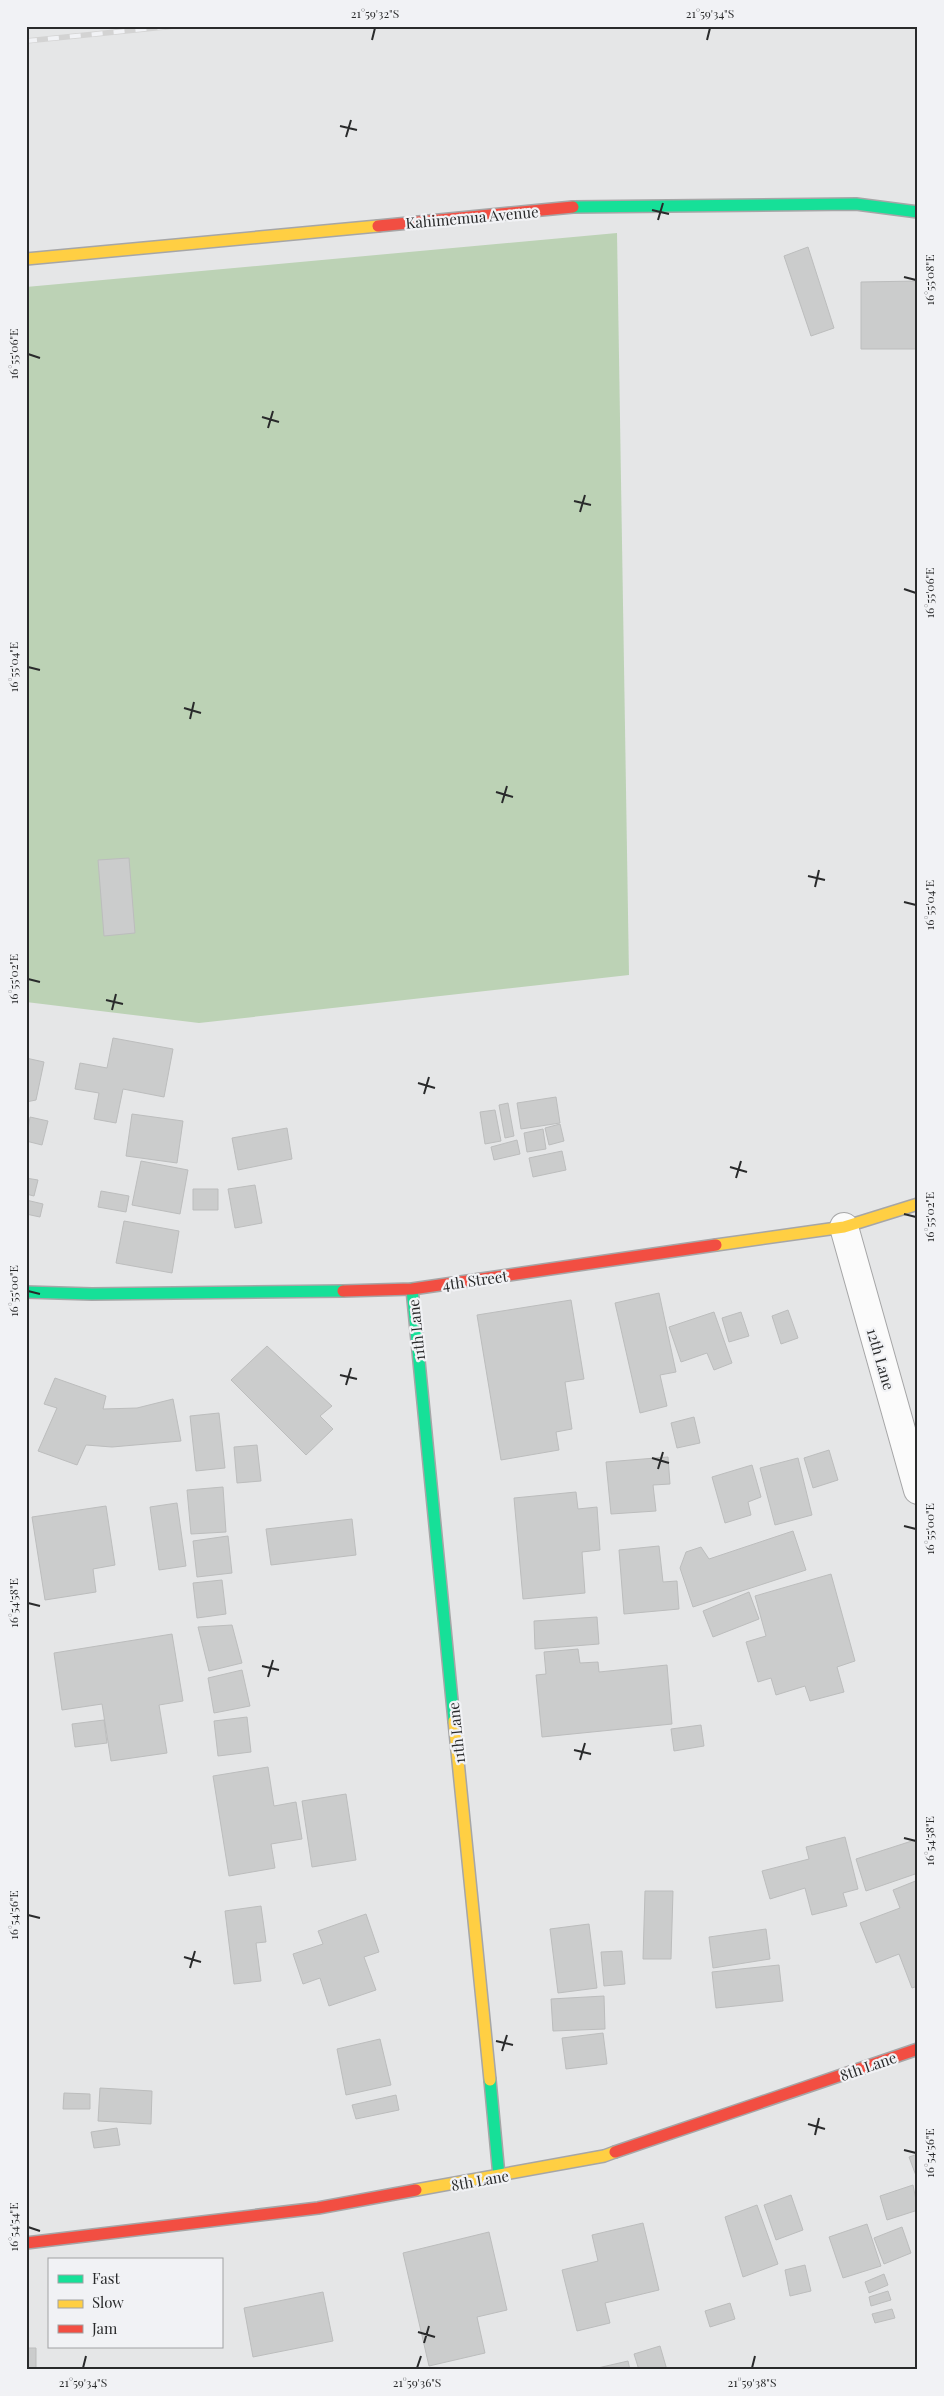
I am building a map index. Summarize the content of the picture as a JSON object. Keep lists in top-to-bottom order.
{
  "streets": {
    "street": [
      "Kahimemua Avenue",
      "4th Street",
      "11th Lane",
      "12th Lane",
      "8th Lane"
    ]
  },
  "crossings": [
    ["4th Street", "11th Lane"],
    ["4th Street", "12th Lane"],
    ["11th Lane", "8th Lane"]
  ],
  "legend": ["Fast", "Slow", "Jam"],
  "coordinates": [
    "21°59'32\"S",
    "21°59'34\"S",
    "16°55'08\"E",
    "16°55'06\"E",
    "16°55'04\"E",
    "16°55'02\"E",
    "16°55'00\"E",
    "16°54'58\"E",
    "16°54'56\"E",
    "16°54'54\"E",
    "21°59'36\"S",
    "21°59'38\"S"
  ]
}
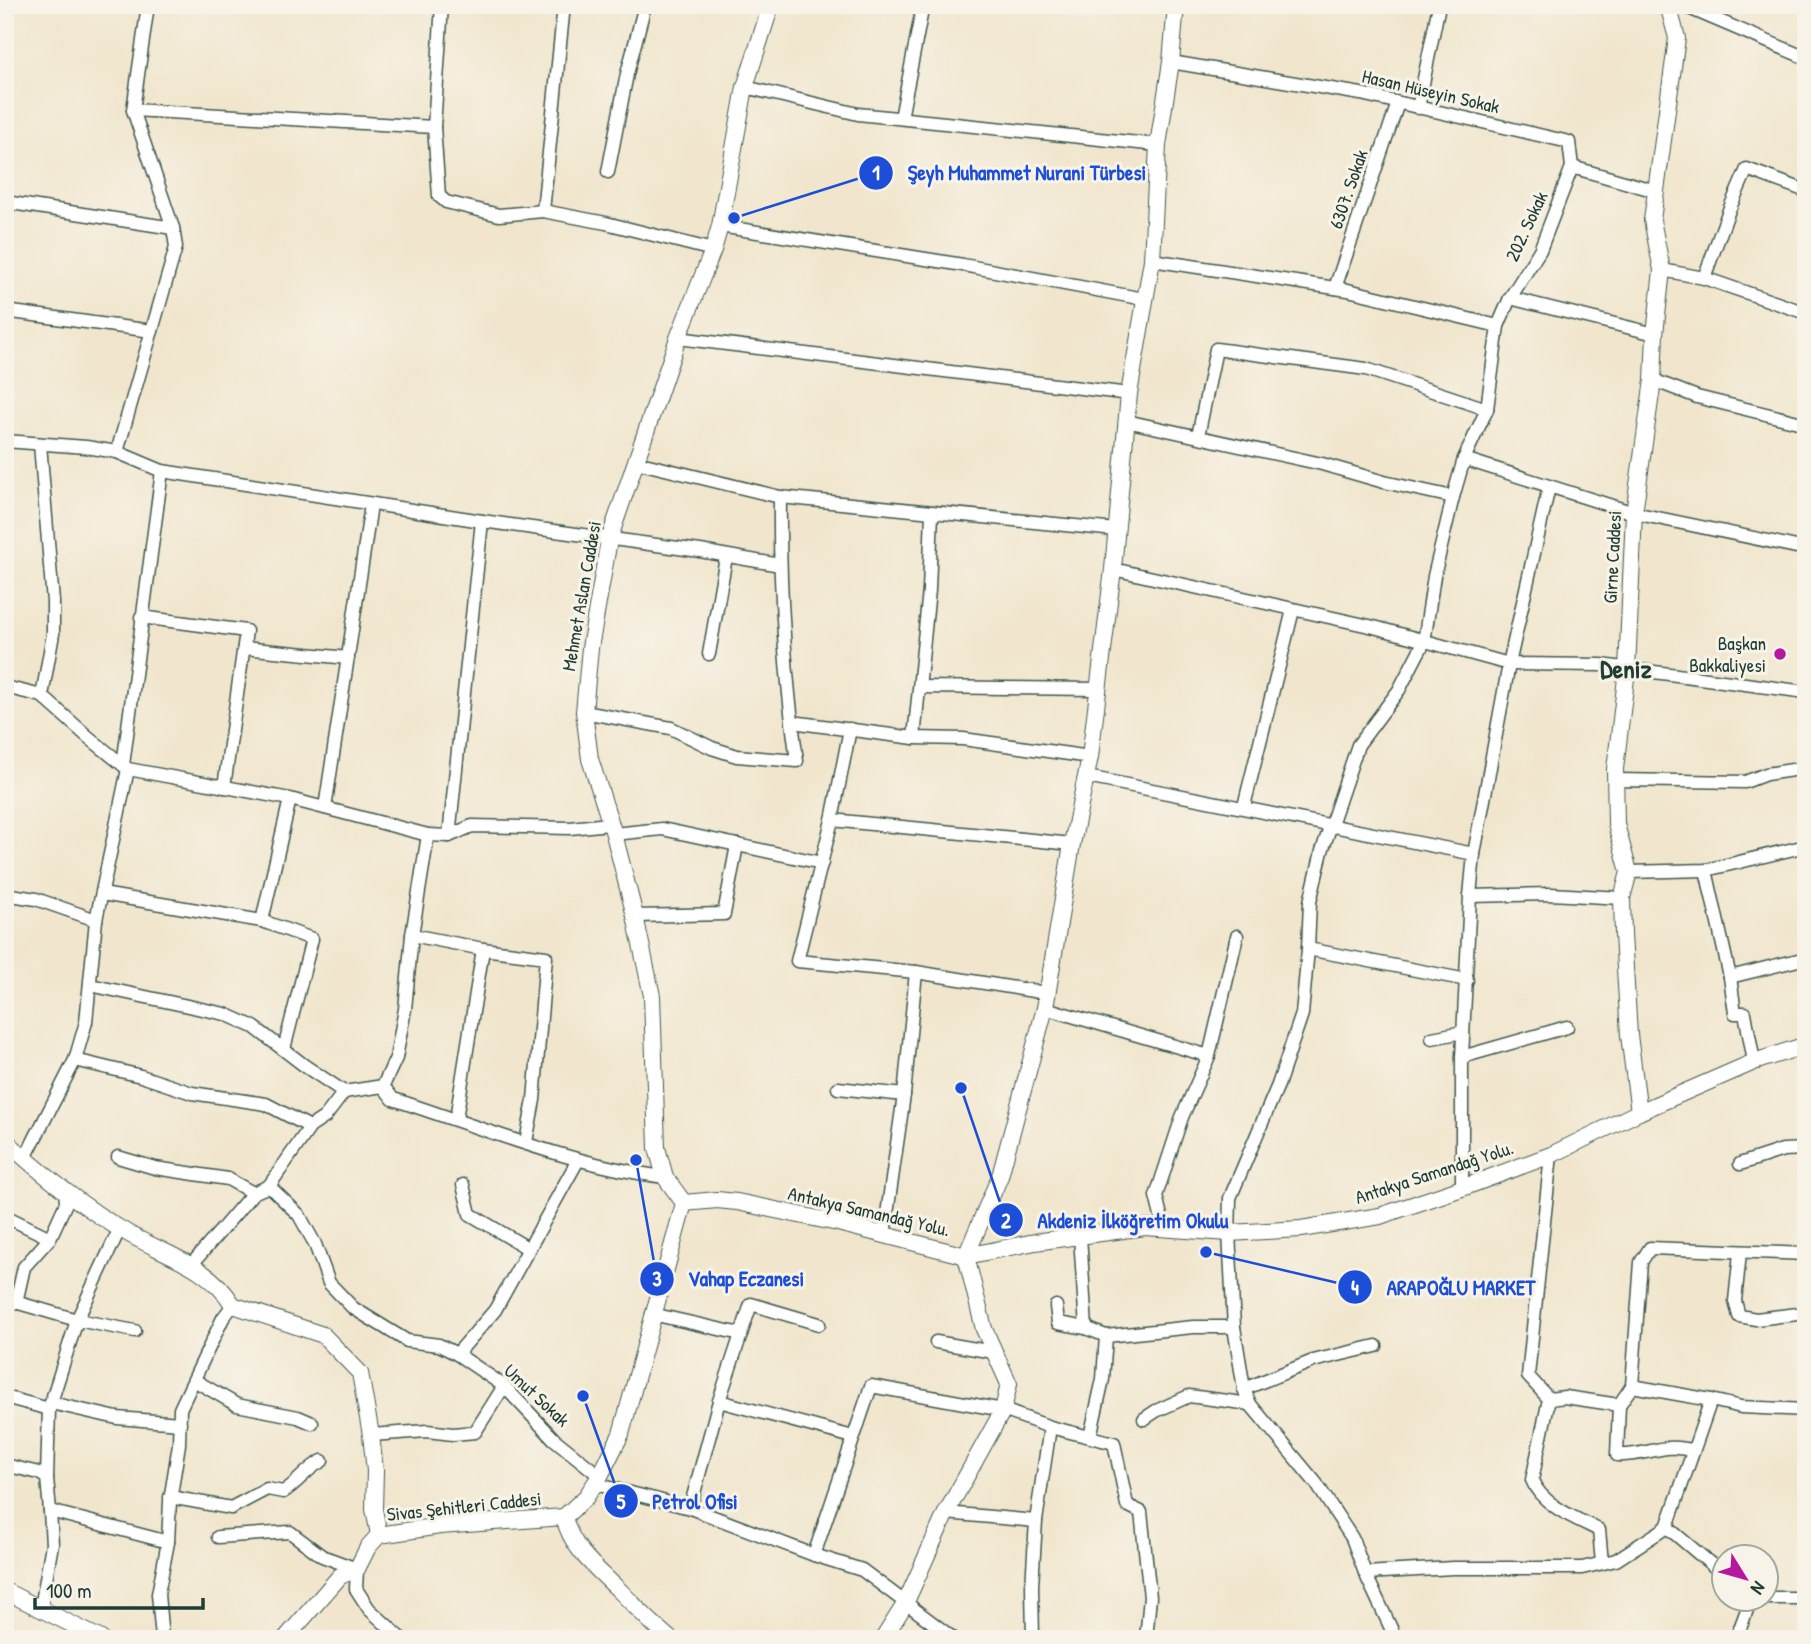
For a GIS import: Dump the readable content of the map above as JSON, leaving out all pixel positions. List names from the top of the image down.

◇ ◇ ◇ ◇ ◇

## Problem details
Reproduce the material exactly; keep pictures out.

## Solution to this exercise
I am building a map index. Summarize the content of the picture as a JSON object. Keep lists in top-to-bottom order.
{
  "streets": {
    "street": [
      "Kahimemua Avenue",
      "4th Street",
      "11th Lane",
      "12th Lane",
      "8th Lane"
    ]
  },
  "crossings": [
    ["4th Street", "11th Lane"],
    ["4th Street", "12th Lane"],
    ["11th Lane", "8th Lane"]
  ],
  "legend": ["Fast", "Slow", "Jam"],
  "coordinates": [
    "21°59'32\"S",
    "21°59'34\"S",
    "16°55'08\"E",
    "16°55'06\"E",
    "16°55'04\"E",
    "16°55'02\"E",
    "16°55'00\"E",
    "16°54'58\"E",
    "16°54'56\"E",
    "16°54'54\"E",
    "21°59'36\"S",
    "21°59'38\"S"
  ]
}
For a GIS import: Dump the readable content of the map above as JSON, leaving out all pixel positions. List names from the top of the image down.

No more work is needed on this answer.